I realized that something about the room did feel odd, though I couldn’t figure out what it was.
I looked around again. Thinking vaguely of the bedroom on the other side of the wall next to the bed, I remembered something I’d heard the night before, when Lis and Mary Alice had been figuring out how to shuffle rooms.
“Last night, your mom mentioned that Richard and Rachel had a second room, for their daughters,” I said. “So why did they need a separate bedroom here?”
Erik knitted his brows. “I don’t know. I hadn’t thought about it before, but when they checked in, Rachel made a big deal about needing this suite, which is why it wasn’t available for you, and … well, I did have to make up both beds yesterday.”
“So they were sleeping separately,” Ricky mused. “Maybe that’s something.”
“There’s something else bugging me,” I said, “but I can’t put my finger on it. Ricky, this part of the suite looks more or less like our room, right?”
He looked around. “Yeah, basically identical, I think.”
“Most of the furniture is the same in all the rooms,” Erik nodded. “Only some of the small decor items are different, like the paintings on the walls and some of the lamps and stuff.”
“I feel like I’m missing something,” I insisted. “Something’s not the same as our room.” We all looked around again.
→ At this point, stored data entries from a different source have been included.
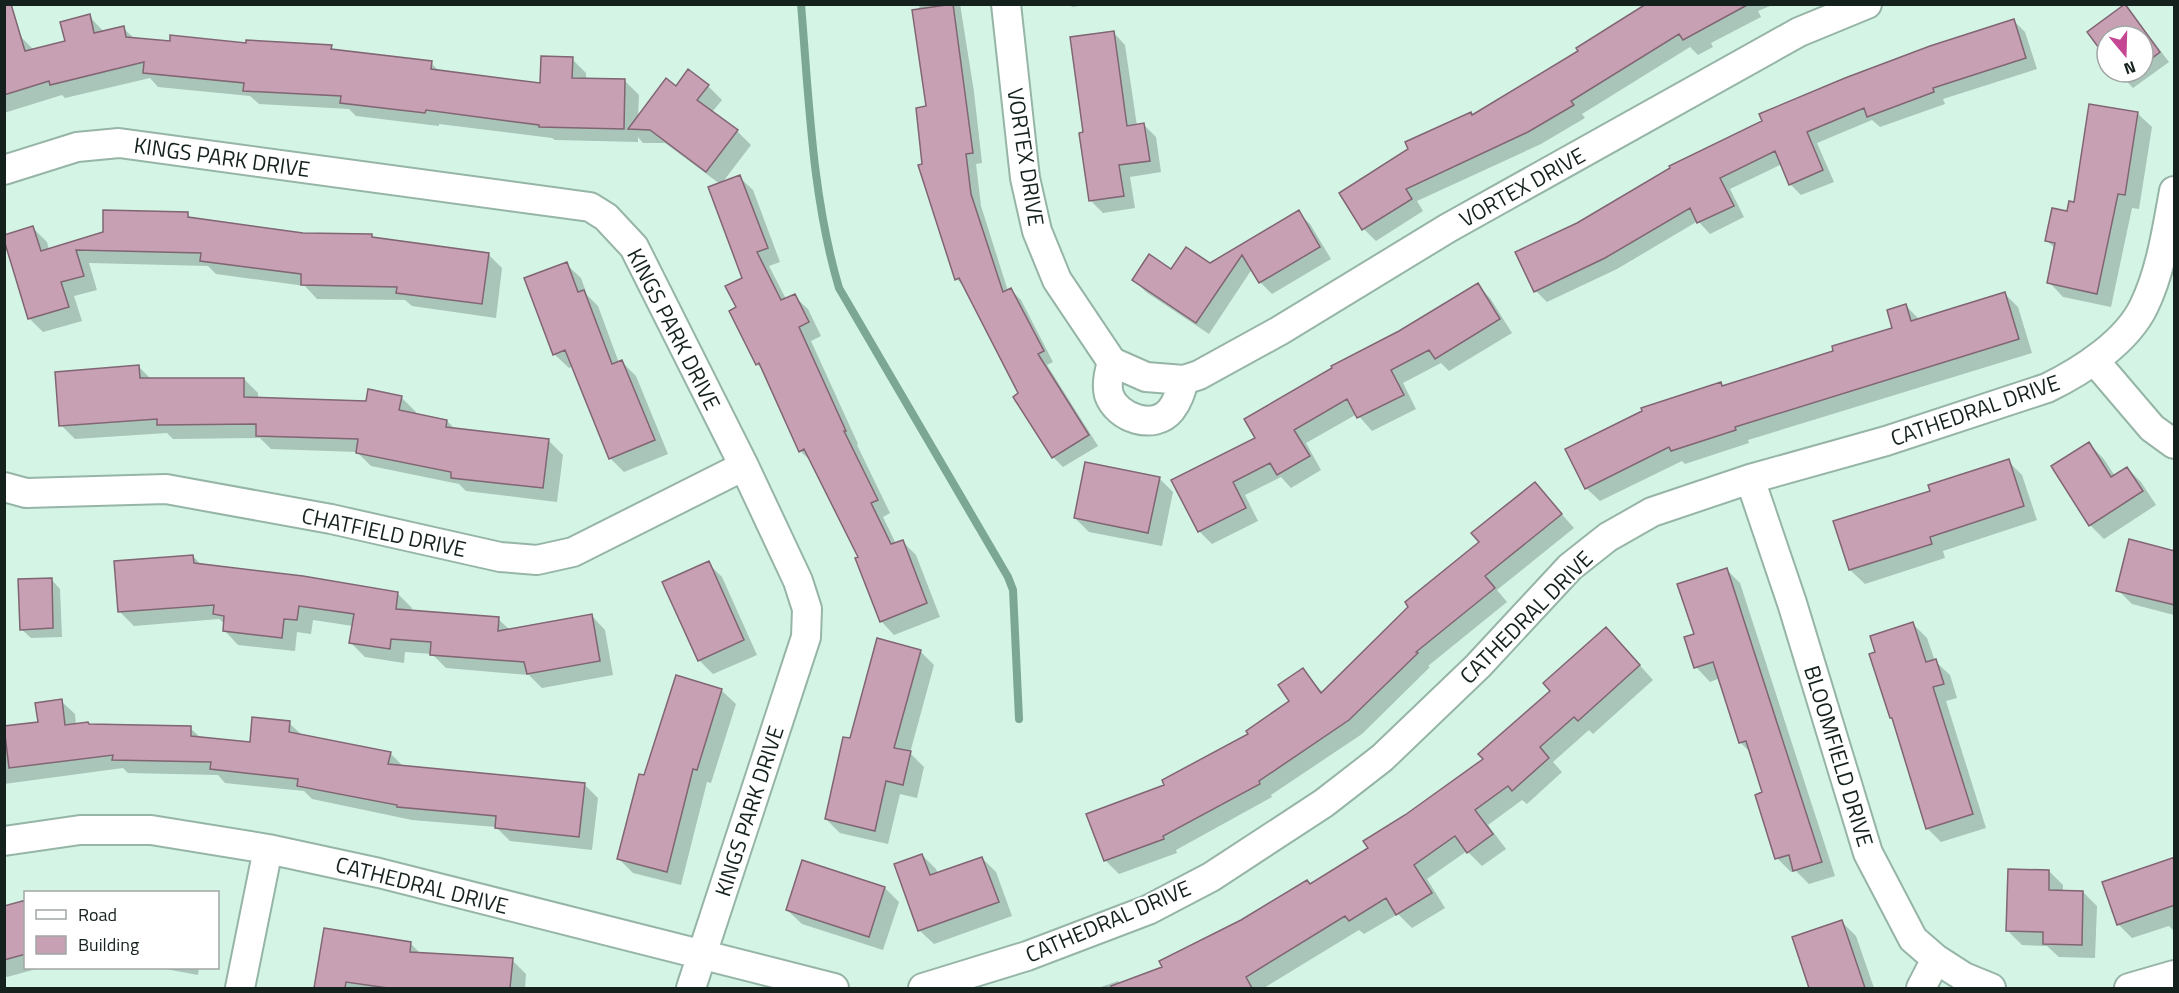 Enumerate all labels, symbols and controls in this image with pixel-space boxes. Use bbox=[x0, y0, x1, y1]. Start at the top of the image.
north arrow bbox=[2095, 24, 2155, 84]
text: N bbox=[2121, 55, 2139, 81]
street label: VORTEX DRIVE bbox=[998, 86, 1054, 228]
street label: KINGS PARK DRIVE bbox=[132, 128, 312, 186]
street label: VORTEX DRIVE bbox=[1453, 138, 1591, 236]
street label: KINGS PARK DRIVE bbox=[619, 242, 729, 416]
street label: CATHEDRAL DRIVE bbox=[1886, 365, 2064, 455]
street label: CHATFIELD DRIVE bbox=[299, 498, 469, 566]
street label: CATHEDRAL DRIVE bbox=[1451, 542, 1601, 692]
street label: BLOOMFIELD DRIVE bbox=[1795, 661, 1883, 851]
street label: KINGS PARK DRIVE bbox=[705, 721, 793, 901]
street label: CATHEDRAL DRIVE bbox=[332, 847, 512, 923]
street label: CATHEDRAL DRIVE bbox=[1020, 871, 1196, 971]
legend bbox=[24, 891, 219, 969]
text: Road bbox=[78, 901, 117, 928]
text: Building bbox=[78, 931, 139, 958] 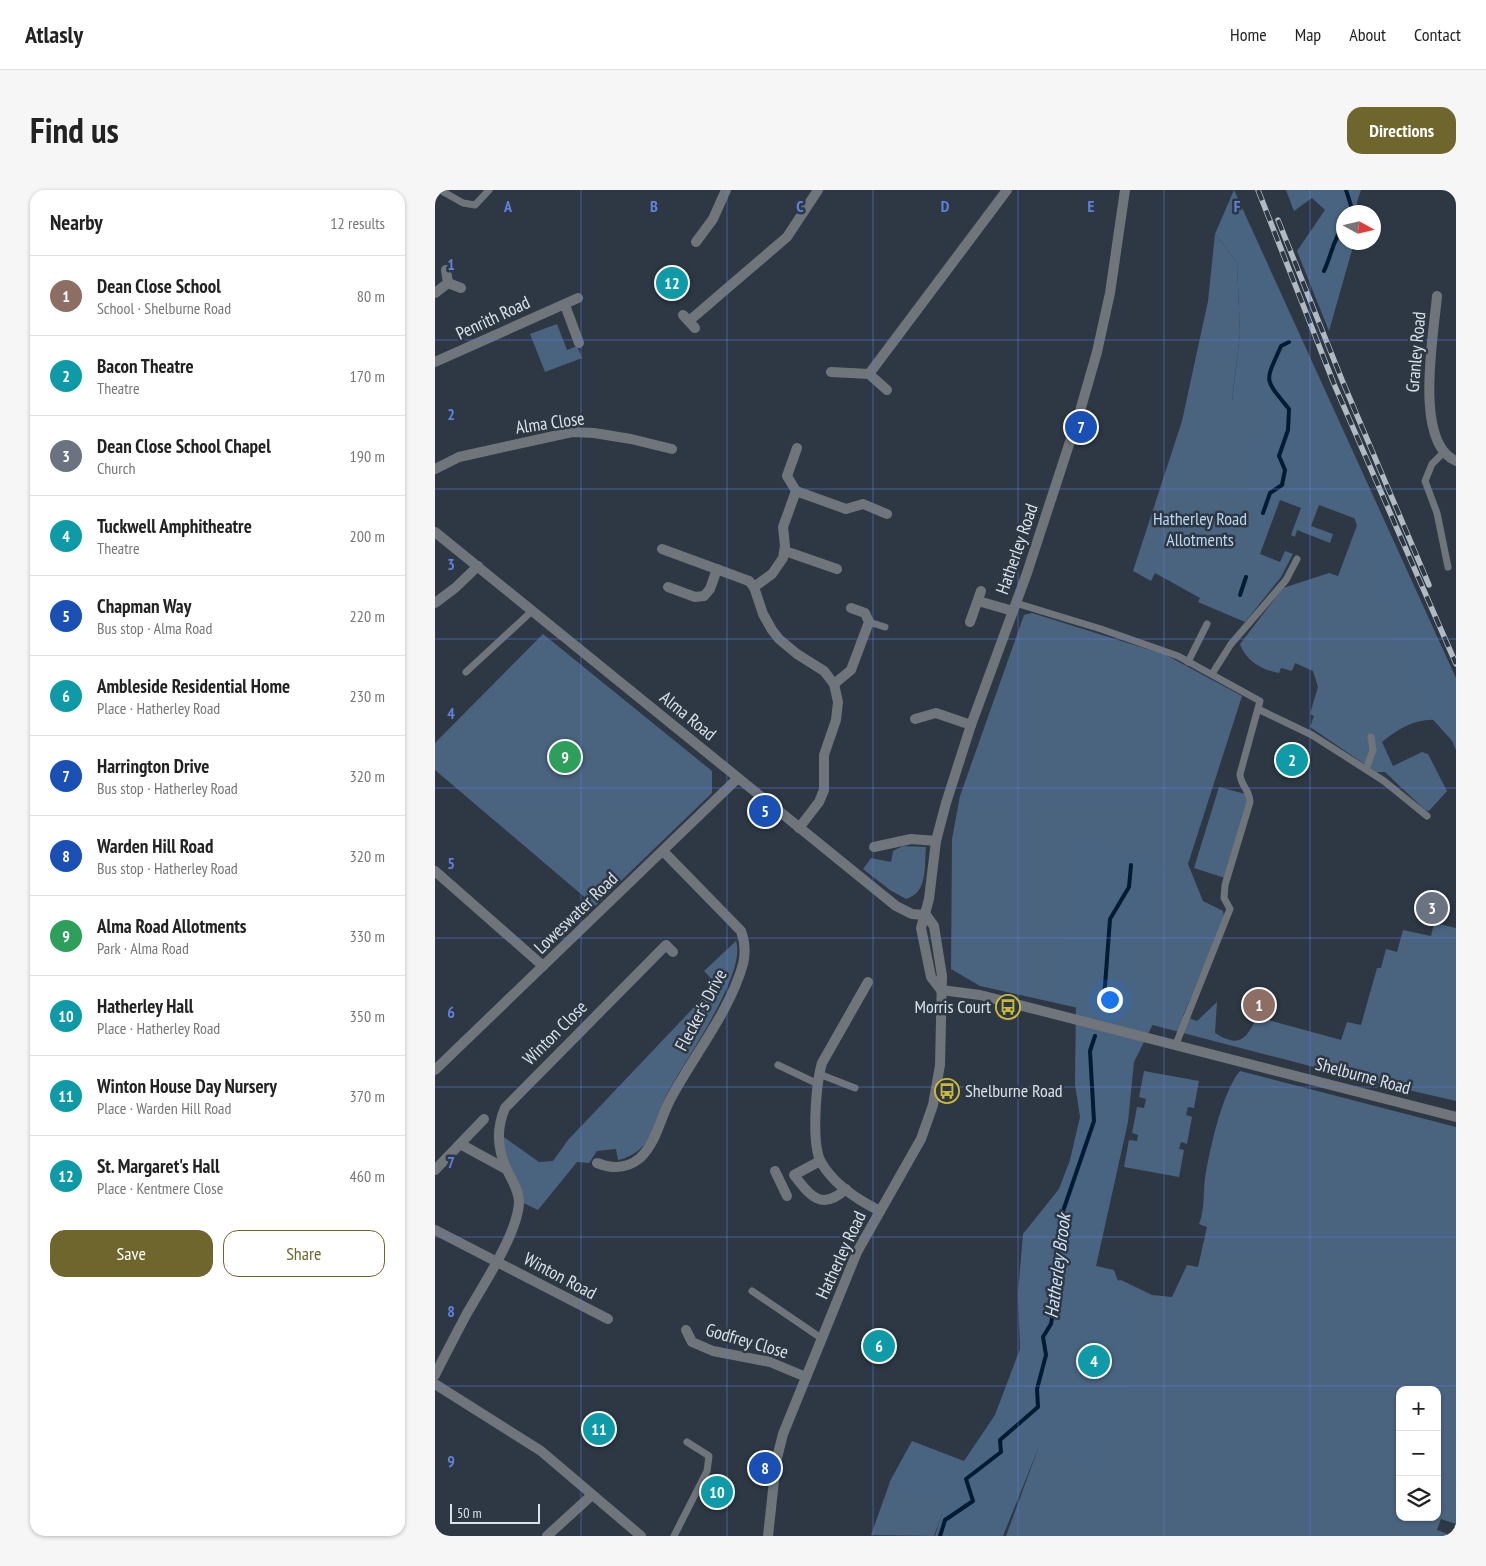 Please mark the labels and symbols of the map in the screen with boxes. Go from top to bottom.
text: A [503,196,513,216]
text: B [650,196,658,216]
text: C [796,196,804,216]
text: D [941,196,950,216]
text: E [1088,196,1095,216]
text: F [1234,196,1241,216]
north arrow [1336,205,1381,250]
text: 1 [447,254,455,274]
pin: 12 [656,264,688,302]
street label: Penrith Road [452,290,534,345]
street label: Granley Road [1401,311,1430,393]
text: 2 [447,404,455,424]
street label: Alma Close [514,406,586,439]
pin: 7 [1065,408,1097,446]
street label: Hatherley Road [990,501,1043,597]
park label: Hatherley Road Allotments [1153,507,1247,551]
text: 3 [447,554,455,574]
street label: Alma Road [655,686,721,745]
text: 4 [447,703,455,723]
pin: 9 [549,738,581,776]
pin: 2 [1276,741,1308,779]
pin: 5 [749,792,781,830]
text: 5 [447,853,455,873]
street label: Loweswater Road [529,867,622,958]
pin: 3 [1416,889,1448,927]
street label: Flecker's Drive [669,965,732,1055]
pin: 1 [1243,986,1275,1024]
your location [1097,987,1123,1013]
bus stop icon: Morris Court [995,994,1021,1020]
place label: Morris Court [914,995,991,1018]
street label: Winton Close [518,996,592,1070]
text: 6 [447,1002,455,1022]
street label: Shelburne Road [1313,1052,1413,1099]
bus stop icon: Shelburne Road [934,1078,960,1104]
place label: Shelburne Road [965,1079,1063,1102]
text: 7 [447,1152,455,1172]
street label: Hatherley Road [810,1207,871,1302]
water label: Hatherley Brook [1039,1210,1076,1320]
street label: Winton Road [520,1247,600,1304]
text: 8 [447,1301,455,1321]
street label: Godfrey Close [703,1318,791,1363]
pin: 6 [863,1327,895,1365]
pin: 4 [1078,1342,1110,1380]
pin: 11 [583,1410,615,1448]
pin: 8 [749,1449,781,1487]
text: 9 [447,1451,455,1471]
pin: 10 [701,1473,733,1511]
scale bar [450,1501,540,1524]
“Would it help to go down to our room, look there, and see if you can figure out what’s different?” Ricky offered.
“Maybe,” I said.
We all trooped out of the room, Erik reprising his cartoon cat burglar act, then took the elevator down to our room.
As we entered, I thought I caught Erik glancing jealously back and forth between Ricky, me, and the bed, but I tried to ignore him and focus on what was different from the room we had been in a moment before.
The walls were the same clean eggshell white. The couch was upholstered in the same sturdy olive-green twill, the chairs in the same dusty blue. The furniture was the same lustrous golden-toned wood. The paintings on the wall weren’t identical, but were the same general sizes and color palettes.
But there was something here that I hadn’t seen upstairs. The floor in our sitting area was warmed by a cream-colored sisal rug layered on top of the wood-grain laminate, and I realized that the Roses’ room hadn’t had a rug.
I pointed down. “Does every room have a rug in the sitting area?”
“Yeah,” Erik said. “I have to vacuum them every day.”
“But there wasn’t a rug upstairs,” I said.
“There wasn’t?”
Ricky was excited. “Are you sure? Can we go back up to double-check?”
Back up we went. Erik forgot to make a show of going into the room this time, and we all rushed straight to the sitting area. Our steps echoed off the bare faux-wood floor. There was no rug, though some streaks of dust on the otherwise clean floor suggested that there had indeed been one.
Ricky was the first to speak. “Well, gang, what do we think this means?”